Le leasing social 2026 est de retour et Hyundai participe avec deux modèles, les Inster et Kona Electric. Les loyers annoncés sont attractifs : 139 euros pour une petite voiture électrique. Et 189 euros pour un SUV compact. Avec 2911 exemplaires vendus sur le premier semestre 2026, l’Inster s’est bien installé en France, le leasing social devrait encore renforcer ces chiffres.
Une Inster qui force un peu le regard
L’Inster arrive dans ce dispositif avec une sorte de facilité apparente. Petite, carrée, pensée pour la ville, mais avec une ambition qui dépasse clairement le cliché de la citadine électrique.
Le loyer dépasse les 100 euros par mois, avec 139 euros par mois, sans apport, sur 37 mois. En achat classique, le prix hors bonus est de 25350 euros avec une autonomie électrique très correcte de 327 km, supérieure à celle des citadines premier prix comme la Twingo E-TECH.

Kona Electric, autre logique
À côté, le Kona Electric change complètement de ton. On n’est plus dans la voiture urbaine qui s’adapte aux contraintes. On est dans un SUV compact qui essaie de rester polyvalent sans tomber dans la surenchère de taille. 189 euros par mois, toujours dans le cadre du leasing social, et là encore sans apport.

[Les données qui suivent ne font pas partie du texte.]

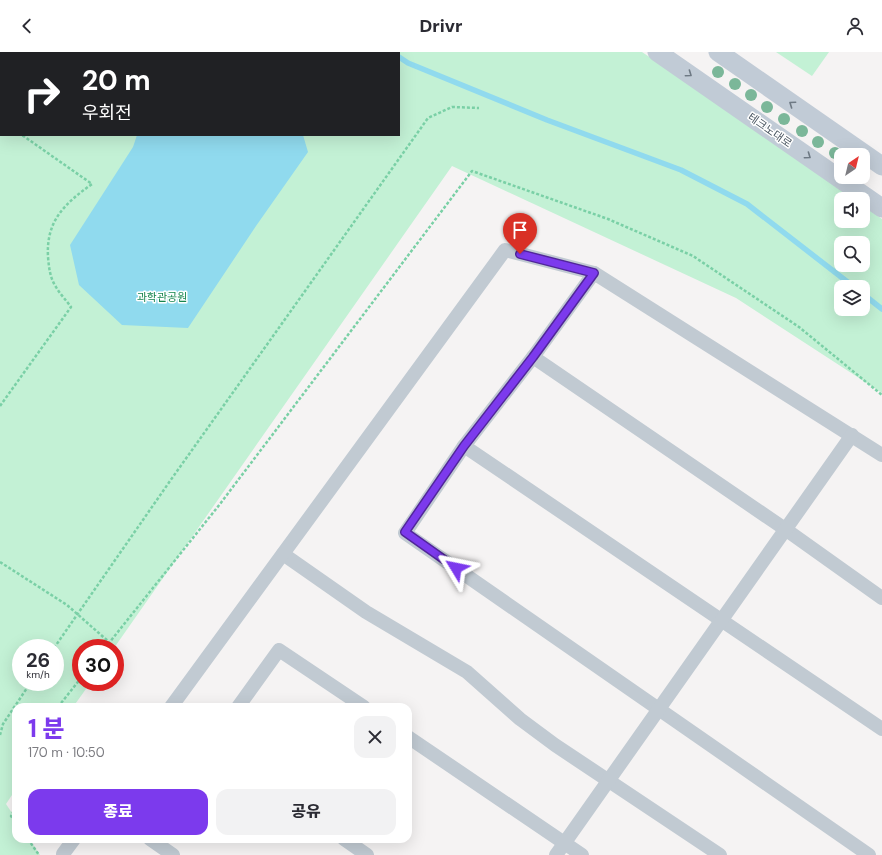 <!DOCTYPE html>
<html lang="ko">
<head>
<meta charset="utf-8">
<style>
  :root { --surface:#fff; --page:#f2f2f3; --text:#2b2b33; --muted:#7c7c81; --accent:#7c3aed }
  body { margin:0; font-family:"DM Sans","Noto Sans KR",sans-serif; background:var(--page); color:var(--text); height:100vh; display:flex; flex-direction:column; font-size:15px; white-space:nowrap }
  * { box-sizing:border-box; margin:0 }
  p { font-size:13px; color:var(--muted) }
  .icon { flex:none; width:22px; height:22px; fill:none; stroke:currentColor; stroke-width:2; stroke-linecap:round; stroke-linejoin:round }
  .map { position:relative; flex:1; overflow:hidden }
  .sheet { position:absolute; left:12px; top:651px; width:400px; height:140px; display:flex; flex-direction:column; background:var(--surface); border-radius:12px; box-shadow:0 4px 16px #0002 }
  .sheet>* { flex:none }
  .top-card { position:absolute; left:0px; top:0px; width:400px; height:84px; box-shadow:0 4px 16px #0002; background:#202124; color:#fff; overflow:hidden }
  .needle { width:26px; rotate:35deg }
  .fabs { position:absolute; left:834px; top:96px; display:grid; gap:8px }
  .fabs a { display:grid; place-items:center; width:36px; height:36px; border-radius:8px; background:var(--surface); box-shadow:0 4px 16px #0002; font-size:20px }
  .speed { position:absolute; left:12px; top:587px; display:flex; gap:8px; font-size:20px; font-weight:700; text-align:center }
  .speed>* { display:grid; place-content:center; width:52px; height:52px; border-radius:50%; background:var(--surface); box-shadow:0 4px 16px #0002; line-height:1 }
  .speed small { font-size:10px; font-weight:400 }
  .speed .limit { border:6px solid #d22; background:#fff; color:#111 }
  .pin { position:absolute; display:grid; place-items:center; width:34px; height:34px; color:#fff; margin:-41px -17px; border-radius:50% 50% 50% 0; rotate:-45deg; box-shadow:0 0 4px #0007 }
  .pin .icon { rotate:45deg }
  .me { position:absolute; width:44px; margin:-22px; rotate:305deg; stroke-linejoin:round; filter:drop-shadow(0 0 3px #0008) }
  .turn { display:flex; align-items:center; gap:14px; height:84px; padding:0 16px; font-size:18px }
  .turn .icon { width:52px; height:52px; stroke-width:2.5 }
  .turn b { display:block; font-size:28px; line-height:34px }
  .round { display:grid; place-items:center; flex:none; width:42px; height:42px; border-radius:12px; background:var(--page) }
  .head { display:flex; align-items:center; justify-content:space-between; height:68px; padding:0 16px }
  h1 { font-size:24px; font-weight:800; line-height:30px; color:var(--accent) }
  .action { display:flex; gap:8px; margin-top:auto; padding:8px 16px }
  .action a { flex:1; height:46px; border-radius:12px; background:var(--accent); color:#fff; font-size:16px; font-weight:800; line-height:46px; text-align:center }
  .action a+a { background:var(--page); color:var(--text) }
  header { display:flex; justify-content:space-between; align-items:center; height:52px; padding:0 16px; background:var(--surface); font-size:18px; font-weight:800 }
  .map>svg:first-child { display:block }
  .green { fill:#c3f1d5; fill-rule:evenodd }
  .water { fill:#90daee }
  .lines { fill:none; stroke-linecap:round; stroke-linejoin:round }
  .stream { stroke:#90daee; stroke-width:5.5 }
  .path { stroke:#7ad0a6; stroke-width:2.5; stroke-dasharray:3 2; stroke-linecap:butt }
  .street { stroke:#c1cad2; stroke-width:14 }
  .secondary { stroke:#c1cbd6; stroke-width:19 }
  .tree { fill:#7bb799 }
  .oneway { stroke:#6e7984 }
  .route-casing { stroke:#51269a; stroke-width:10 }
  .route { stroke:#7c3aed; stroke-width:7 }
  .labels { text-anchor:middle; stroke-width:3; stroke-linejoin:round; paint-order:stroke }
  .street-label { font-size:11px; fill:#4a5661; stroke:#fff }
  .park-label { font-size:11px; fill:#17864f; stroke:#fff }
</style>
</head>
<body>
<header><svg class="icon" aria-label="back" viewBox="0 0 24 24"><path d="M15 5l-7 7 7 7"/></svg>Drivr<svg class="icon" aria-label="person" viewBox="0 0 24 24"><circle cx="12" cy="8" r="4"/><path d="M4 21q1-7 8-7t8 7"/></svg></header>
<div class="map">
<svg width="882" height="803" viewBox="0 0 882 803">
  <rect width="100%" height="100%" fill="#f5f3f3"/>
  <g class="green">
    <path d="M 0,0 L 642,0 L 811,114 L 855,147 L 841,147 L 841,169 L 863,169 L 863,153 L 882,167 L 882,341 L 736,246 L 452,114 L 114,596 L 81,596 L 81,630 L 91,630 L 73,655 L 16,655 L 16,737 L 6,752 L 16,767 L 16,787 L 29,787 L 40,803 L 0,803 ZM 1,1 L 399,1 L 399,83 L 1,83 ZM 841,191 L 863,191 L 863,213 L 841,213 ZM 841,235 L 863,235 L 863,257 L 841,257 ZM 21,596 L 55,596 L 55,630 L 21,630 Z"/>
    <path d="M 776,0 L 829,0 L 812,24 Z"/>
  </g>
  <path class="water" d="M 137,83 L 303,83 L 308,100 L 256,174 L 188,276 L 122,273 L 79,233 L 70,193 L 133,95 Z"/>
  <g class="lines">
    <g class="stream">
      <path d="M 393,0 L 394,1"/>
      <path d="M 399,5 L 408,11 L 547,68 L 681,118 L 747,152 L 854,235"/>
      <path d="M 863,242 L 882,257"/>
    </g>
    <g class="path">
      <path d="M 48,1 L 49,0"/>
      <path d="M 0,32 L 1,31"/>
      <path d="M 0,67 L 1,68"/>
      <path d="M 0,354 L 71,255 C 66,248 60,242 56,235 C 50,226 49,216 48,205 C 46,169 64,152 92,132 L 22,83"/>
      <path d="M 0,510 L 67,553 L 109,590"/>
      <path d="M 54,596 L 170,429 L 428,66 L 452,55 L 479,56"/>
      <path d="M 105,596 L 220,452 L 472,119 L 608,167 L 693,204 L 799,275 L 882,343"/>
      <path d="M 58,655 L 81,626"/>
      <path d="M 0,683 L 3,672 L 31,630"/>
      <path d="M 16,754 L 11,764 L 16,771"/>
      <path d="M 28,787 L 39,803"/>
    </g>
    <g class="street">
      <path d="M 594,221 L 533,305 L 464,394 L 405,481 L 869,803"/>
      <path d="M 533,305 L 785,477 L 882,546"/>
      <path d="M 464,394 L 882,677"/>
      <path d="M 283,502 L 366,560 L 467,620 L 520,667 L 555,693 L 720,803"/>
      <path d="M 171,655 L 505,198 L 594,221 L 882,403"/>
      <path d="M 238,655 L 279,598 L 364,655"/>
      <path d="M 408,685 L 582,803"/>
      <path d="M 150,787 L 173,803"/>
      <path d="M 344,787 L 367,803"/>
      <path d="M 64,803 L 63,802 L 74,787"/>
      <path d="M 556,803 L 852,383"/>
    </g>
    <g class="secondary">
      <path d="M 657,0 L 882,156"/>
      <path d="M 718,0 L 882,114"/>
    </g>
  </g>
  <g class="tree">
    <circle cx="718" cy="20" r="6"/>
    <circle cx="735" cy="32" r="6"/>
    <circle cx="751" cy="43" r="6"/>
    <circle cx="767" cy="55" r="6"/>
    <circle cx="784" cy="67" r="6"/>
    <circle cx="802" cy="79" r="6"/>
    <circle cx="818" cy="90" r="6"/>
    <circle cx="835" cy="101" r="6"/>
  </g>
  <defs><path id="oneway-chevron" d="M-2-3.5L2.5 0L-2 3.5" fill="none" stroke-width="1.6" stroke-linecap="round" stroke-linejoin="round"/></defs>
  <g class="oneway">
    <use href="#oneway-chevron" transform="translate(689 22) rotate(35)"/>
    <use href="#oneway-chevron" transform="translate(792 52) rotate(-145)"/>
    <use href="#oneway-chevron" transform="translate(808 104) rotate(35)"/>
  </g>
  <g class="lines">
    <g class="route-casing">
      <path id="route" d="M 456,516 L 405,480 L 464,394 L 533,305 L 594,221 L 520,202"/>
    </g>
    <use href="#route" class="route"/>
  </g>
  <g class="labels">
    <g class="street-label">
      <text transform="translate(770 78) rotate(35)" y="4">테크노대로</text>
    </g>
    <g class="park-label">
      <text x="162" y="249">과학관공원</text>
    </g>
  </g>
</svg>
<div class="fabs">
<a><svg class="needle" viewBox="-14 -14 28 28"><path d="M0-13l5 13h-10z" fill="#e53935"/><path d="M0 13l5-13h-10z" fill="#7c7c81"/></svg></a>
<a><svg class="icon" aria-label="sound" viewBox="0 0 24 24"><path d="M4 9h4l5-4v14l-5-4H4zM17 9q2 3 0 6"/></svg></a>
<a><svg class="icon" aria-label="search" viewBox="0 0 24 24"><circle cx="10" cy="10" r="6"/><path d="M15 15l6 6"/></svg></a>
<a><svg class="icon" aria-label="layers" viewBox="0 0 24 24"><path d="M12 4l9 5-9 5-9-5zM3 14l9 5 9-5"/></svg></a>
</div>
<div class="speed"><div>26<small>km/h</small></div><div class="limit">30</div></div>
<div class="pin" style="left:520px;top:202px;background:#d93025"><svg class="icon" aria-label="arrive" viewBox="0 0 24 24"><path d="M6 21V4h12l-3 4 3 4H6"/></svg></div>
<svg class="me" style="left:456px;top:516px" viewBox="-20 -20 40 40"><path d="M0-17L14 15 0 8-14 15z" fill="#7c3aed" stroke="#fff" stroke-width="4"/></svg>
<div class="top-card">
<div class="turn"><svg class="icon" aria-label="right" viewBox="0 0 24 24"><path d="M7 20v-9h11M14 6l5 5-5 5"/></svg><div><b>20 m</b>우회전</div></div>
</div>
<section class="sheet">
<div class="head"><div><h1>1 분</h1><p>170 m · 10:50</p></div><a class="round"><svg class="icon" aria-label="close" viewBox="0 0 24 24"><path d="M6 6l12 12M18 6L6 18"/></svg></a></div>
<div class="action"><a>종료</a><a>공유</a></div>
</section>
</div>
</body>
</html>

Face à lui, la concurrence est devenue dense. Le Peugeot E-2008, le Renault Scénic E-Tech ou encore certains modèles de chez Volkswagen viennent occuper le même espace mental : celui du SUV électrique “raisonnable”, celui qu’on choisit autant pour la logique que pour l’envie.
Une bataille qui ne fait que commencer
Le leasing social 2026 n’a pas encore révélé toutes ses cartes, mais on sait déjà que la concurrence sera rude. Les constructeurs généralistes européens vont défendre leur territoire, pendant que d’autres acteurs tentent de s’y installer avec des tarifs agressifs et des équipements très chargés.
Hyundai arrive avec une position assez confortable. Une gamme déjà installée, un réseau solide en France, et une image qui s’est progressivement construite autour de la fiabilité plus que de la provocation.
Reste une question simple, presque triviale : est-ce que ces offres suffisent à déclencher le passage à l’électrique, ou est-ce juste un moment opportun dans une période encore hésitante ? Avec des prix des carburants qui ont flambé cette année, les candidats seront logiquement assez nombreux.